Nonprofits may drive debate over specialty plates

INDIANAPOLIS — Back in 1992, then-state Rep. Joyce Brinkman thought it was a good idea when the Legislature passed her bill that created a specialty license plate to generate money to conserve wildlife habitats around the state.

Little did she know it would open the door to scores of private groups clamoring for their own specialty plates as a way to raise cash for their organizations.

Twenty years after Indiana issued its first specialty plate — emblazoned with a bald eagle and the word “Environment” — to benefit the Indiana Heritage Trust, there are more than 100 state-issued  plates that generate millions of dollars for nonprofit groups.

That’s too many, Brinkman said Wednesday, after testifying in front of a legislative study committee that was pushed into taking up the specialty license plate issue this summer.

“I’m a fundraiser for a nonprofit organization now,” said Brinkman, who raises money for a poetry advocacy group, Brick Street Poetry Inc. “I’d love to have the state help me raise money, but I don’t think it’s the state’s job to do that.”

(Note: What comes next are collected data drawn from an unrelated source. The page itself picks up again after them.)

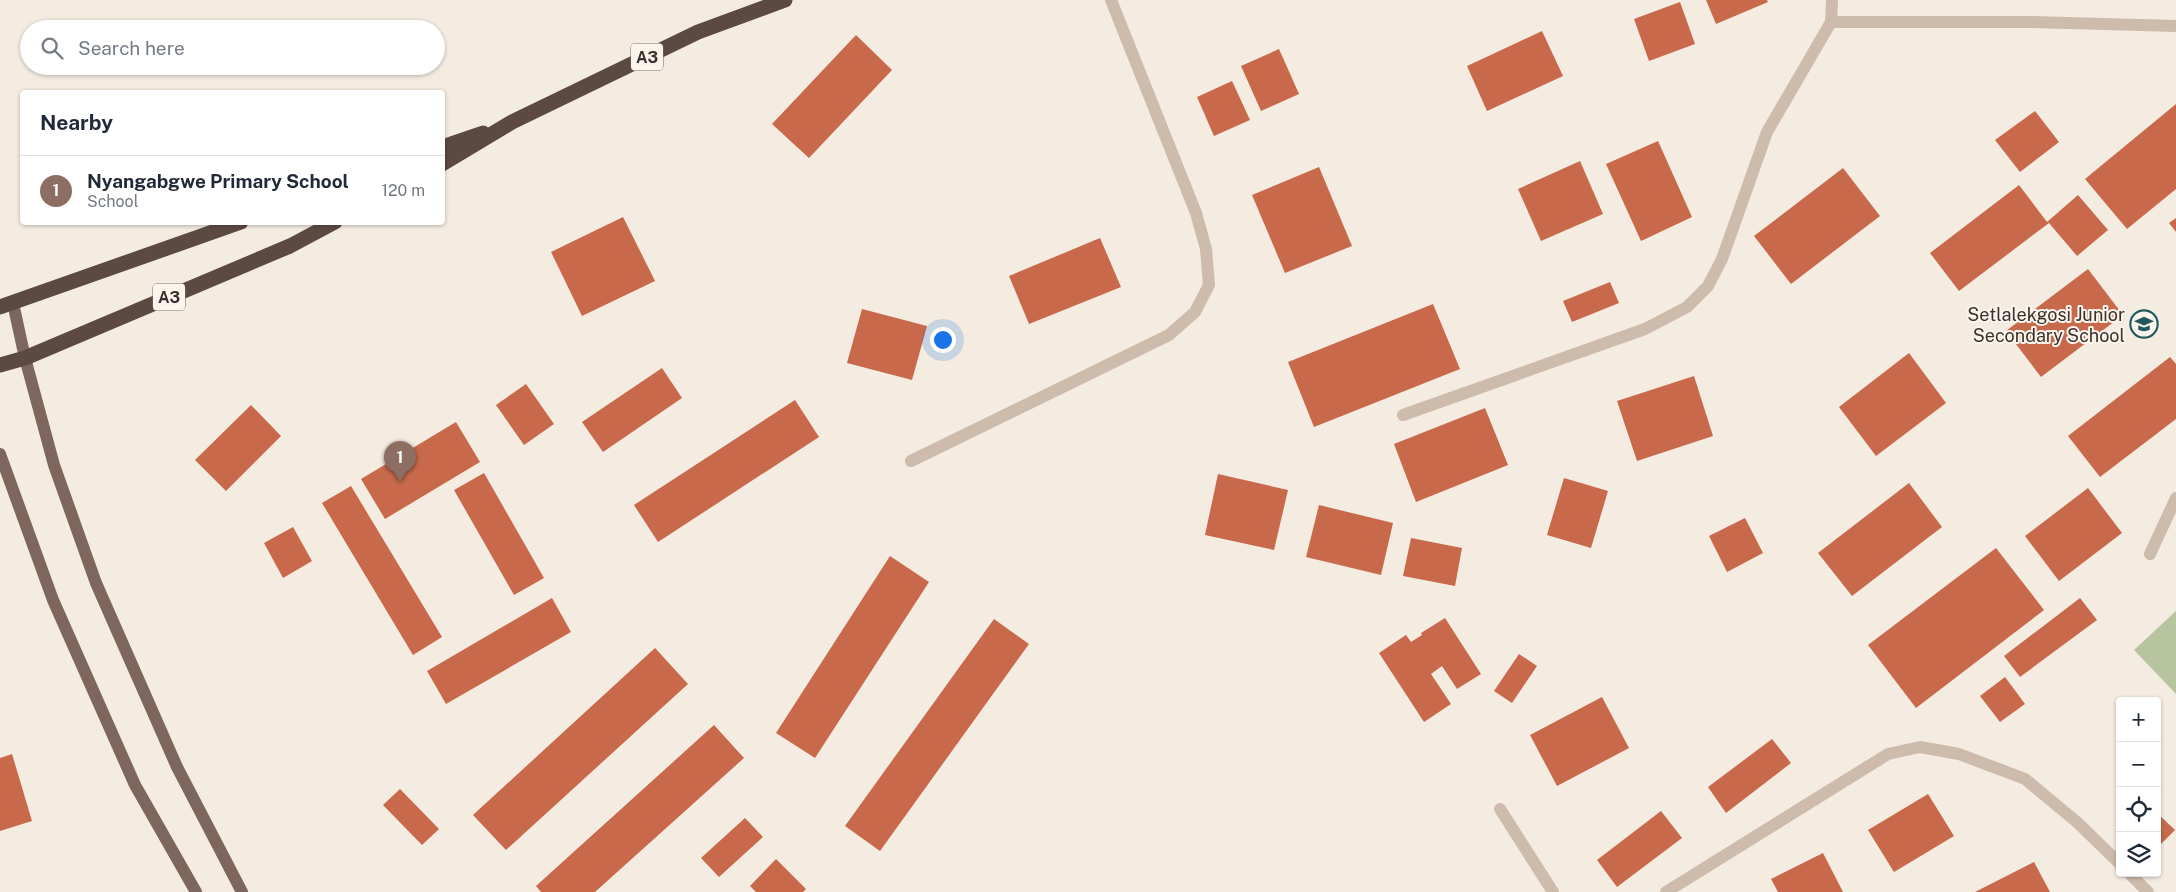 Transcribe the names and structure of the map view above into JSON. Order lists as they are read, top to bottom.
{
  "streets": {
    "highway": ["A3"]
  },
  "places": {
    "school or university": ["Setlalekgosi Junior Secondary School"]
  },
  "page": {
    "search": "Search here",
    "heading": "Nearby",
    "list": [
      {
        "mark": "1",
        "name": "Nyangabgwe Primary School",
        "note": "School",
        "value": "120 m"
      }
    ],
    "pins": "1",
    "map_buttons": ["+", "−"]
  }
} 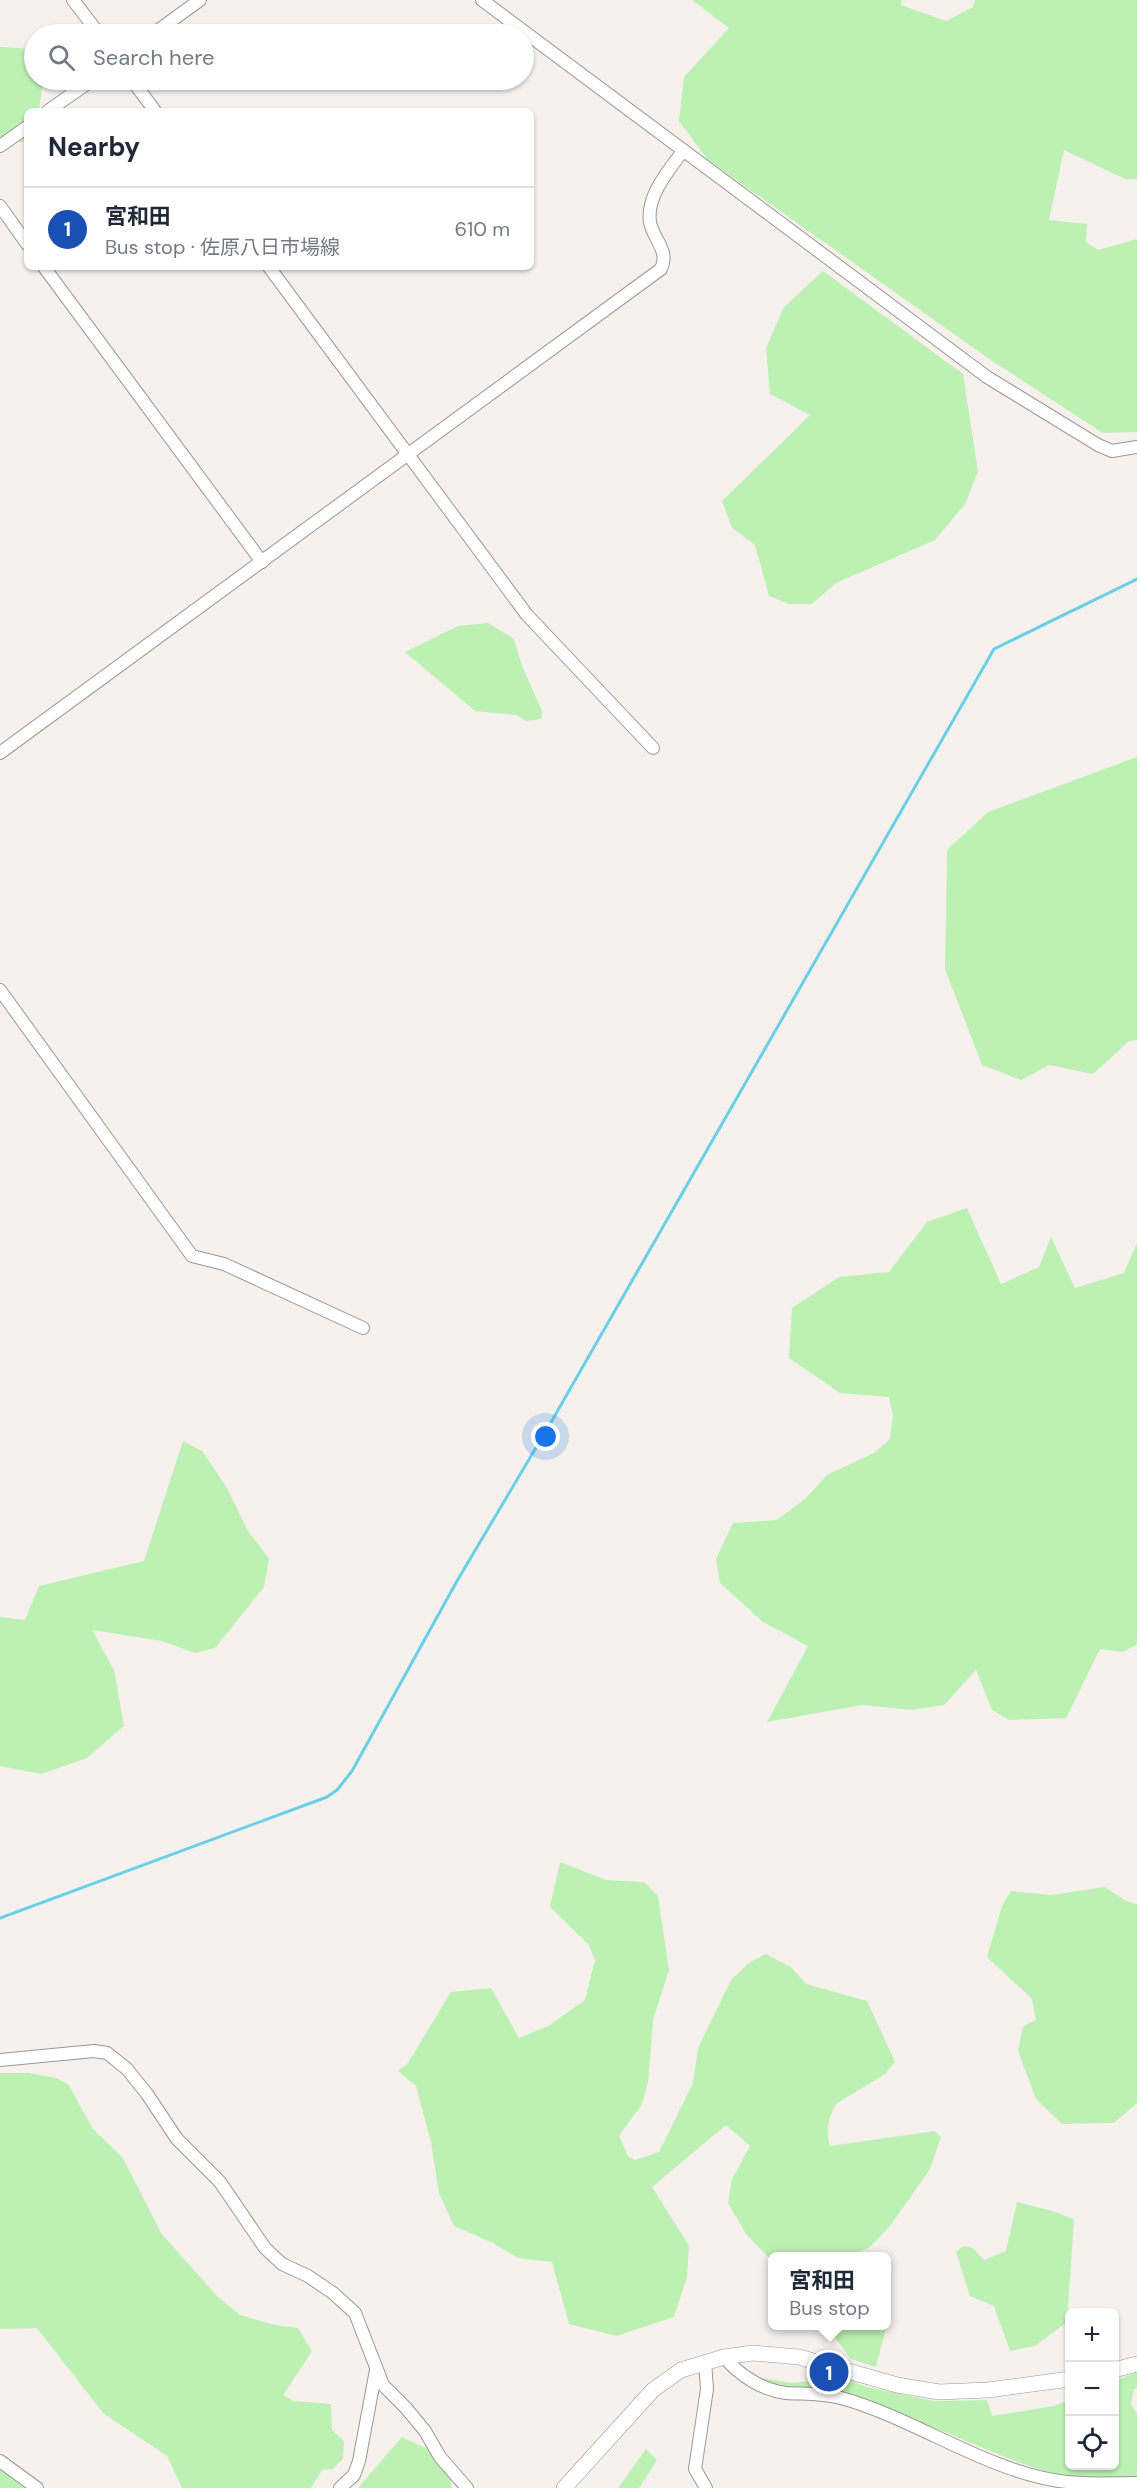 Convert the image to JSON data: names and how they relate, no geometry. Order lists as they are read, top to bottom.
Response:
{
  "page": {
    "search": "Search here",
    "heading": "Nearby",
    "list": [
      {
        "mark": "1",
        "name": "宮和田",
        "note": "Bus stop · 佐原八日市場線",
        "value": "610 m"
      }
    ],
    "popup": ["宮和田", "Bus stop"],
    "map_buttons": ["+", "−"],
    "pins": "1"
  }
}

Others disagree. During Wednesday’s hearing, a lineup of nonprofit officials urged committee members not to kill the program that generated controversy last year when a specialty license plate was issued — and later rescinded — for a group that helps gay teens. Nancy Tibbett of Bicycle Indiana described the specialty plates as a “fundraising vehicle” needed to raise money for services that the state won’t fund. Her organization, which advocates for bicycle safety, benefits from the specialty license plate that reads “Share the Road.”

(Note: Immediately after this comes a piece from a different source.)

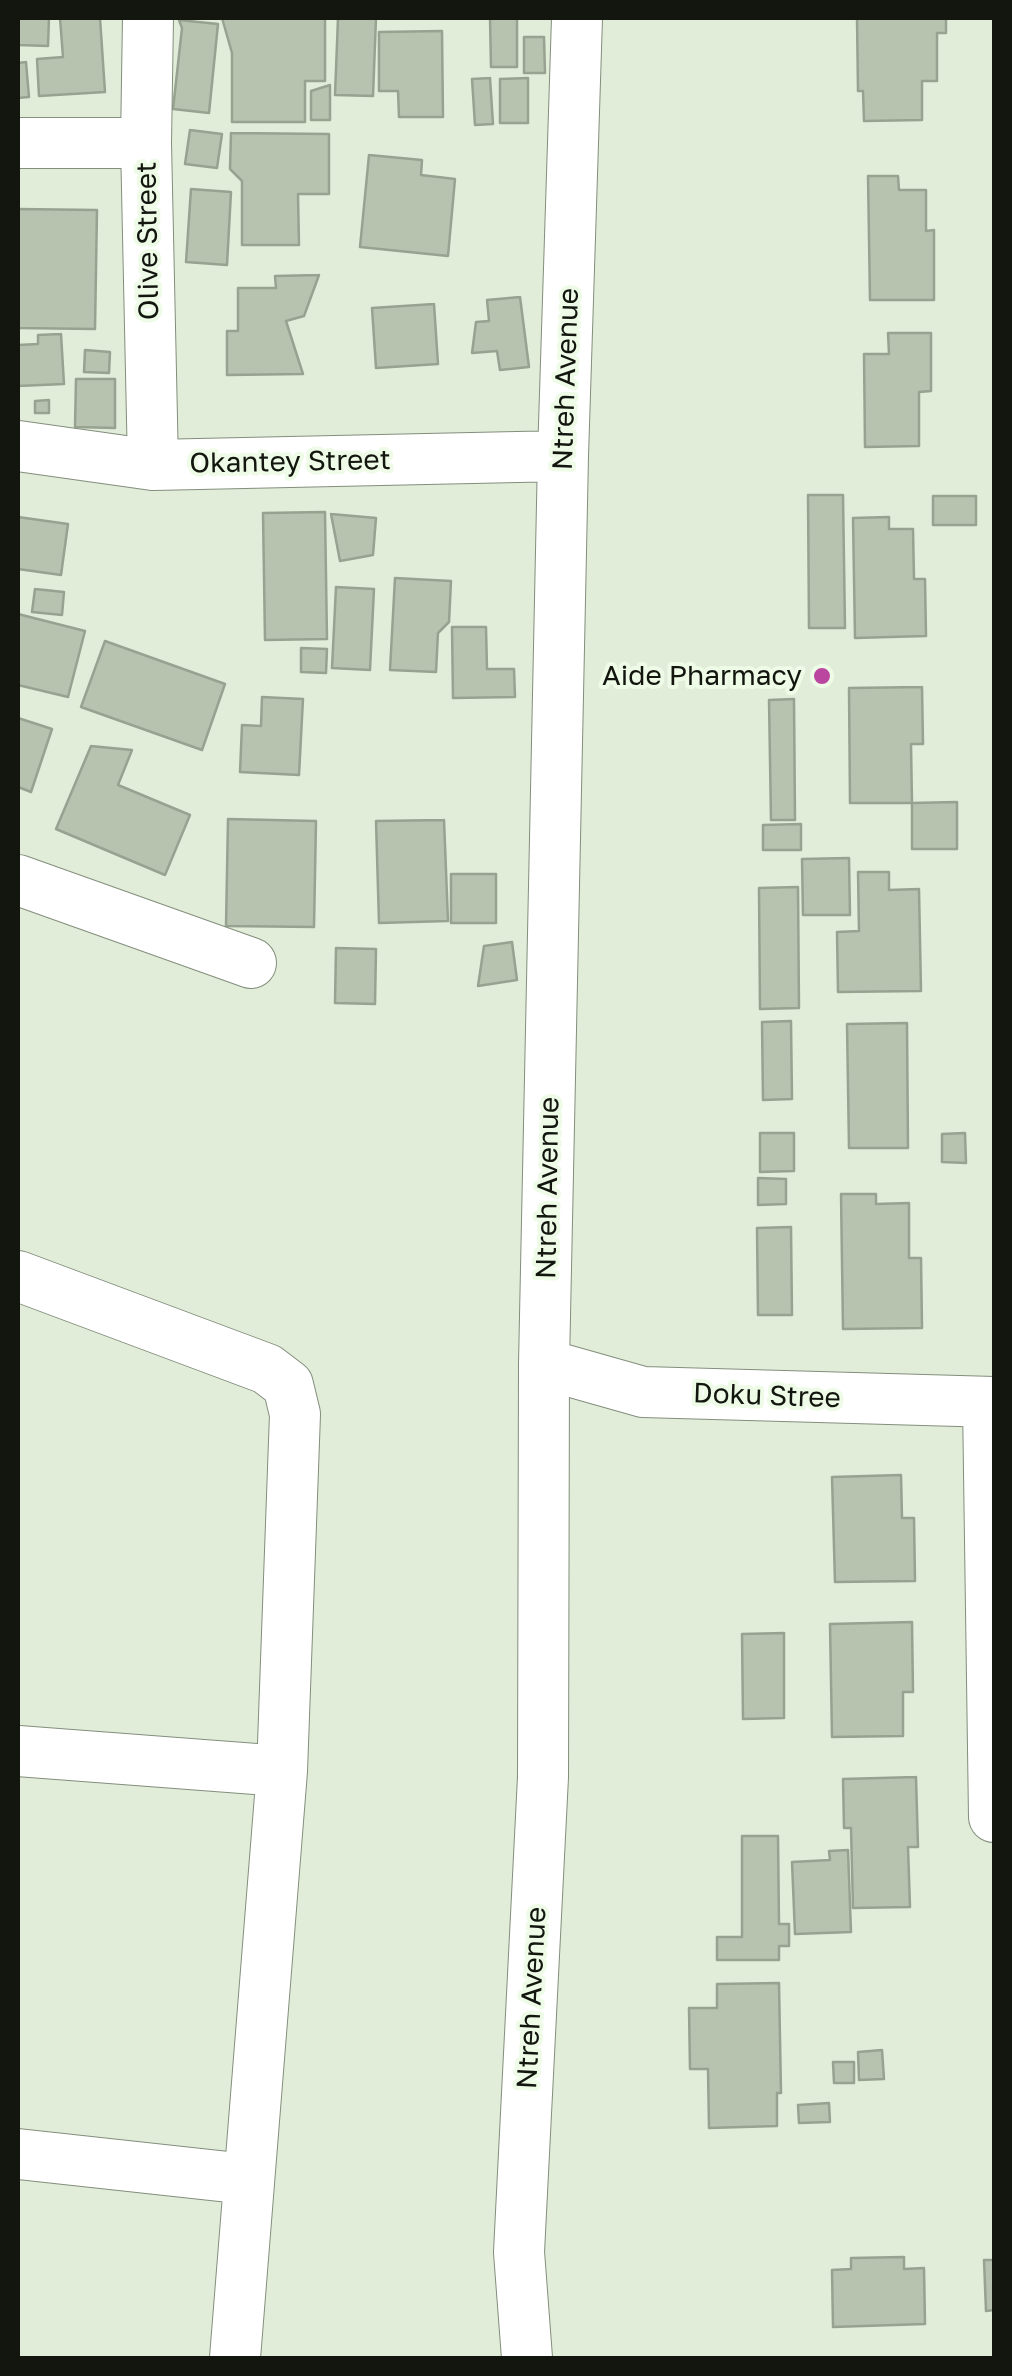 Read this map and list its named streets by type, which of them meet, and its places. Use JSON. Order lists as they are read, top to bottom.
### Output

For every “Share the Road” plate issued by the Bureau of Motor Vehicles for an additional $40 fee, her organization gets $25. The same is true for a wide range of organizations with specialty plates, ranging from the National Rifle Association to the Rotary Club.

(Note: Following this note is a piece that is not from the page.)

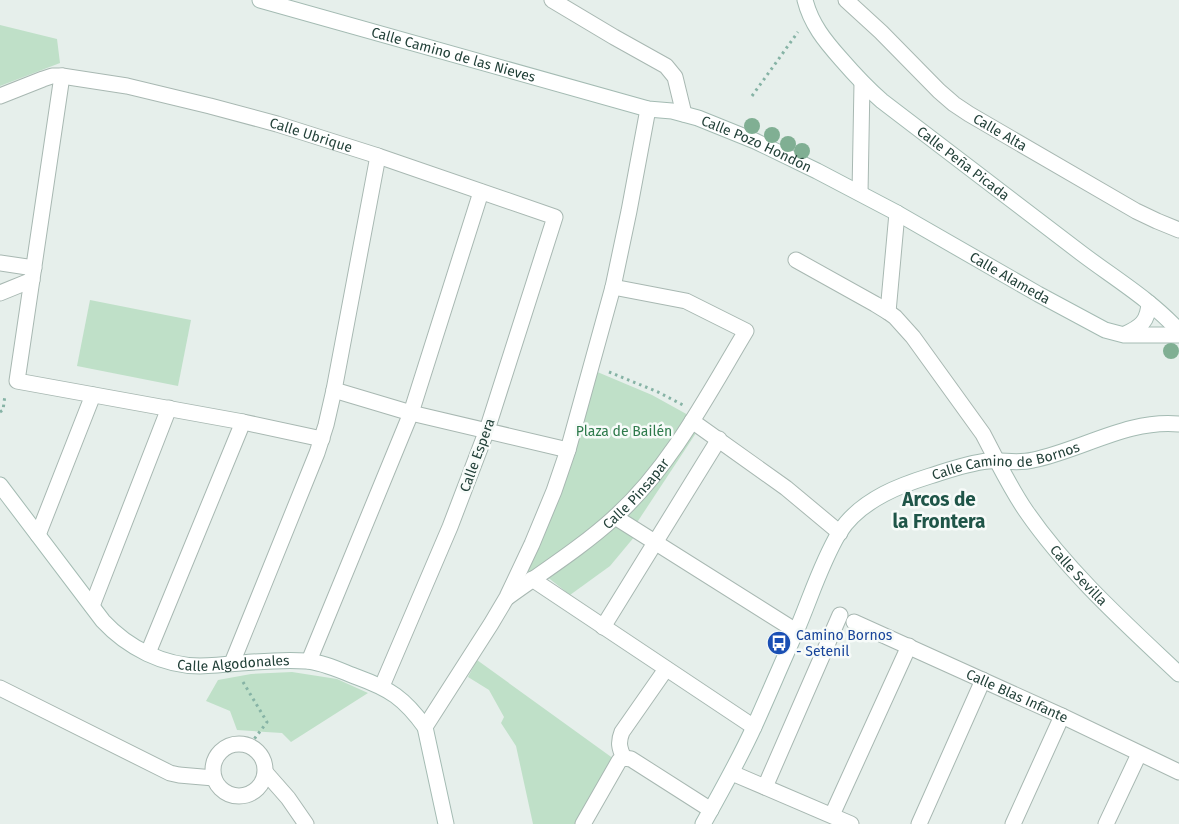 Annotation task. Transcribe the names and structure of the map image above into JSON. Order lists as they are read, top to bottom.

Tibbett described Hoosiers as a “frugal lot” who don’t like to donate money unless they can get something in return. What they get in return is a chance to express themselves on their license plates.

That’s why the state-issued specialty plates have been successful, she and others said. Last year, the state Bureau of Motor Vehicles issued more than 448,000 specialty plates.

Among the top sellers is the Indianapolis Colts specialty plate; those sales go to help defray the cost of building Lucas Oil Stadium, the Colts’ home stadium.

Five years ago, the Legislature gave up the job of approving specialty license plates and handed it over to the BMV, which set up a process for organizations to follow to be approved for a plate.

That process was called into question by a group of conservative legislators earlier this year, who were unhappy that the BMV approved a specialty plate for the Indiana Youth Group, an organization that aims to help gay teens.

A bill that would have set new rules for the specialty license plates failed during the session. But legislators created a new summer study committee, the Interim Study Committee on Special Group Recognition License Plates, and assigned it the task of coming up with a solution.